--- Exercise ---
Each line of the listing below should be restated word for word.

--- Source data ---
##############################

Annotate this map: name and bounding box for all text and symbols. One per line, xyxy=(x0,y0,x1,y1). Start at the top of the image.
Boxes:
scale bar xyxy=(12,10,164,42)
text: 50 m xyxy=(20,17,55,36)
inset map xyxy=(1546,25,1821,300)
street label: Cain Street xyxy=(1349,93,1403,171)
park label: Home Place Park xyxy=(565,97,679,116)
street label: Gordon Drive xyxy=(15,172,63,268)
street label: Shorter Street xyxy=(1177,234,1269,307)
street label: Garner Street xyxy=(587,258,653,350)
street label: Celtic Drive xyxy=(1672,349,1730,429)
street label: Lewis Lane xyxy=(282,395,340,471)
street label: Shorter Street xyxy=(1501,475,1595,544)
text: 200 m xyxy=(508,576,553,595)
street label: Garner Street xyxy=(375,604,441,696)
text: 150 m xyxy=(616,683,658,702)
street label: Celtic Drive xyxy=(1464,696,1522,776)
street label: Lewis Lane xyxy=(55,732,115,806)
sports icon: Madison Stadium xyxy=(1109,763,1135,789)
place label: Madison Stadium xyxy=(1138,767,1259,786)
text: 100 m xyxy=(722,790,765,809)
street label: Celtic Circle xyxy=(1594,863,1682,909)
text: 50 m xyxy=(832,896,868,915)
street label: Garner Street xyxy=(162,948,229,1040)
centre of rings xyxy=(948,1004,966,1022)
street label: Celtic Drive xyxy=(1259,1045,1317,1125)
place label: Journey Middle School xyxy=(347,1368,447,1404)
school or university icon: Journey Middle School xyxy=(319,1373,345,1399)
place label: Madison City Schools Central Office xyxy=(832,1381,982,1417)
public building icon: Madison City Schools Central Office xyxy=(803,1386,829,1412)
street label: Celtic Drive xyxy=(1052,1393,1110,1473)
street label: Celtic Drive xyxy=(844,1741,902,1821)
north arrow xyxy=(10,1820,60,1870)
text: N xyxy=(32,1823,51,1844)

##############################

--- Final answer ---
Annotate this map: name and bounding box for all text and symbols. One per line, xyxy=(x0,y0,x1,y1). Start at the top of the image.
Boxes:
scale bar xyxy=(12,10,164,42)
text: 50 m xyxy=(20,17,55,36)
inset map xyxy=(1546,25,1821,300)
street label: Cain Street xyxy=(1349,93,1403,171)
park label: Home Place Park xyxy=(565,97,679,116)
street label: Gordon Drive xyxy=(15,172,63,268)
street label: Shorter Street xyxy=(1177,234,1269,307)
street label: Garner Street xyxy=(587,258,653,350)
street label: Celtic Drive xyxy=(1672,349,1730,429)
street label: Lewis Lane xyxy=(282,395,340,471)
street label: Shorter Street xyxy=(1501,475,1595,544)
text: 200 m xyxy=(508,576,553,595)
street label: Garner Street xyxy=(375,604,441,696)
text: 150 m xyxy=(616,683,658,702)
street label: Celtic Drive xyxy=(1464,696,1522,776)
street label: Lewis Lane xyxy=(55,732,115,806)
sports icon: Madison Stadium xyxy=(1109,763,1135,789)
place label: Madison Stadium xyxy=(1138,767,1259,786)
text: 100 m xyxy=(722,790,765,809)
street label: Celtic Circle xyxy=(1594,863,1682,909)
text: 50 m xyxy=(832,896,868,915)
street label: Garner Street xyxy=(162,948,229,1040)
centre of rings xyxy=(948,1004,966,1022)
street label: Celtic Drive xyxy=(1259,1045,1317,1125)
place label: Journey Middle School xyxy=(347,1368,447,1404)
school or university icon: Journey Middle School xyxy=(319,1373,345,1399)
place label: Madison City Schools Central Office xyxy=(832,1381,982,1417)
public building icon: Madison City Schools Central Office xyxy=(803,1386,829,1412)
street label: Celtic Drive xyxy=(1052,1393,1110,1473)
street label: Celtic Drive xyxy=(844,1741,902,1821)
north arrow xyxy=(10,1820,60,1870)
text: N xyxy=(32,1823,51,1844)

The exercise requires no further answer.